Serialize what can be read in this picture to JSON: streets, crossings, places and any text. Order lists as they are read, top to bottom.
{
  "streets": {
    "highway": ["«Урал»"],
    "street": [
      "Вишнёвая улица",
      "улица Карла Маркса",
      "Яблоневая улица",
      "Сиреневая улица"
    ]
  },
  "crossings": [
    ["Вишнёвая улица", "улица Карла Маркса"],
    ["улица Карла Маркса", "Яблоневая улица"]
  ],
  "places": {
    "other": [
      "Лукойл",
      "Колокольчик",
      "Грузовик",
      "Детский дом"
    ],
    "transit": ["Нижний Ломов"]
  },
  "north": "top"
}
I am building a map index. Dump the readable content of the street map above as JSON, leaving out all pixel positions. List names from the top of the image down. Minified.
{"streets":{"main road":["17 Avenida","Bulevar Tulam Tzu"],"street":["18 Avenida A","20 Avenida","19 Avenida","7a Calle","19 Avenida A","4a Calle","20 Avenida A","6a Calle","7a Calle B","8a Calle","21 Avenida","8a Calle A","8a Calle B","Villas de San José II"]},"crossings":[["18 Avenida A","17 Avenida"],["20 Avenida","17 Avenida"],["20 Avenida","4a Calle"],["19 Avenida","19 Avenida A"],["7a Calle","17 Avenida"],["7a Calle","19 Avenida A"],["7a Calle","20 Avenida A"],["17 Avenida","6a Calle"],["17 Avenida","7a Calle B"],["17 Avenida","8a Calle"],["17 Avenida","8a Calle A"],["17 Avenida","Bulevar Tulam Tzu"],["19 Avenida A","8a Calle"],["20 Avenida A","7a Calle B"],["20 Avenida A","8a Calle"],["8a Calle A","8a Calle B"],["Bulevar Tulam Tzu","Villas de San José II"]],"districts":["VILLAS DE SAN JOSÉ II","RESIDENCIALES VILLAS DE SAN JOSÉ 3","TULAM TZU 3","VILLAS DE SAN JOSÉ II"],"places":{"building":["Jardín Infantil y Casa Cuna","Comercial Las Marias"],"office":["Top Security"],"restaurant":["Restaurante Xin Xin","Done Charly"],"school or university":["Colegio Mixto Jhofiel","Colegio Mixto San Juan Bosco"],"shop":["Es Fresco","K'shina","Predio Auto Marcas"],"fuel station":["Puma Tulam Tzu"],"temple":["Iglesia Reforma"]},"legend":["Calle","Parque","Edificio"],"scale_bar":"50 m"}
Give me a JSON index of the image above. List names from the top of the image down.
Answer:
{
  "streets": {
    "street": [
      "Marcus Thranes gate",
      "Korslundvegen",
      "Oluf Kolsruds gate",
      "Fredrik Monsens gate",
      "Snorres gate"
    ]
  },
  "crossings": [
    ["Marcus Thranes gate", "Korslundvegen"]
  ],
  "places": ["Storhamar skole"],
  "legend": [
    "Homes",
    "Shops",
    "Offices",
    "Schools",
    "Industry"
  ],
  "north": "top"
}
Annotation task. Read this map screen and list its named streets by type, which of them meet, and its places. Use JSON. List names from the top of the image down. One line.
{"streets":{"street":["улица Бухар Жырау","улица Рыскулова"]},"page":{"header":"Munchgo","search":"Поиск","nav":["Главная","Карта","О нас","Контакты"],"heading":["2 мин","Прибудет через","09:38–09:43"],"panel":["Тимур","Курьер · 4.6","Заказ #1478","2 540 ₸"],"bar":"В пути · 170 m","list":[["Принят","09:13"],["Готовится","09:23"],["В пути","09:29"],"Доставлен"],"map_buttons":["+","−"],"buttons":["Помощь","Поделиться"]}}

==================================================

### TASK
Write the material out again in full, leaving no line out.

### YOUR SOLUTION
Serialize what can be read in this picture to JSON: streets, crossings, places and any text. Order lists as they are read, top to bottom.
{
  "streets": {
    "highway": ["«Урал»"],
    "street": [
      "Вишнёвая улица",
      "улица Карла Маркса",
      "Яблоневая улица",
      "Сиреневая улица"
    ]
  },
  "crossings": [
    ["Вишнёвая улица", "улица Карла Маркса"],
    ["улица Карла Маркса", "Яблоневая улица"]
  ],
  "places": {
    "other": [
      "Лукойл",
      "Колокольчик",
      "Грузовик",
      "Детский дом"
    ],
    "transit": ["Нижний Ломов"]
  },
  "north": "top"
}
I am building a map index. Dump the readable content of the street map above as JSON, leaving out all pixel positions. List names from the top of the image down. Minified.
{"streets":{"main road":["17 Avenida","Bulevar Tulam Tzu"],"street":["18 Avenida A","20 Avenida","19 Avenida","7a Calle","19 Avenida A","4a Calle","20 Avenida A","6a Calle","7a Calle B","8a Calle","21 Avenida","8a Calle A","8a Calle B","Villas de San José II"]},"crossings":[["18 Avenida A","17 Avenida"],["20 Avenida","17 Avenida"],["20 Avenida","4a Calle"],["19 Avenida","19 Avenida A"],["7a Calle","17 Avenida"],["7a Calle","19 Avenida A"],["7a Calle","20 Avenida A"],["17 Avenida","6a Calle"],["17 Avenida","7a Calle B"],["17 Avenida","8a Calle"],["17 Avenida","8a Calle A"],["17 Avenida","Bulevar Tulam Tzu"],["19 Avenida A","8a Calle"],["20 Avenida A","7a Calle B"],["20 Avenida A","8a Calle"],["8a Calle A","8a Calle B"],["Bulevar Tulam Tzu","Villas de San José II"]],"districts":["VILLAS DE SAN JOSÉ II","RESIDENCIALES VILLAS DE SAN JOSÉ 3","TULAM TZU 3","VILLAS DE SAN JOSÉ II"],"places":{"building":["Jardín Infantil y Casa Cuna","Comercial Las Marias"],"office":["Top Security"],"restaurant":["Restaurante Xin Xin","Done Charly"],"school or university":["Colegio Mixto Jhofiel","Colegio Mixto San Juan Bosco"],"shop":["Es Fresco","K'shina","Predio Auto Marcas"],"fuel station":["Puma Tulam Tzu"],"temple":["Iglesia Reforma"]},"legend":["Calle","Parque","Edificio"],"scale_bar":"50 m"}
Give me a JSON index of the image above. List names from the top of the image down.
Answer:
{
  "streets": {
    "street": [
      "Marcus Thranes gate",
      "Korslundvegen",
      "Oluf Kolsruds gate",
      "Fredrik Monsens gate",
      "Snorres gate"
    ]
  },
  "crossings": [
    ["Marcus Thranes gate", "Korslundvegen"]
  ],
  "places": ["Storhamar skole"],
  "legend": [
    "Homes",
    "Shops",
    "Offices",
    "Schools",
    "Industry"
  ],
  "north": "top"
}
Annotation task. Read this map screen and list its named streets by type, which of them meet, and its places. Use JSON. List names from the top of the image down. One line.
{"streets":{"street":["улица Бухар Жырау","улица Рыскулова"]},"page":{"header":"Munchgo","search":"Поиск","nav":["Главная","Карта","О нас","Контакты"],"heading":["2 мин","Прибудет через","09:38–09:43"],"panel":["Тимур","Курьер · 4.6","Заказ #1478","2 540 ₸"],"bar":"В пути · 170 m","list":[["Принят","09:13"],["Готовится","09:23"],["В пути","09:29"],"Доставлен"],"map_buttons":["+","−"],"buttons":["Помощь","Поделиться"]}}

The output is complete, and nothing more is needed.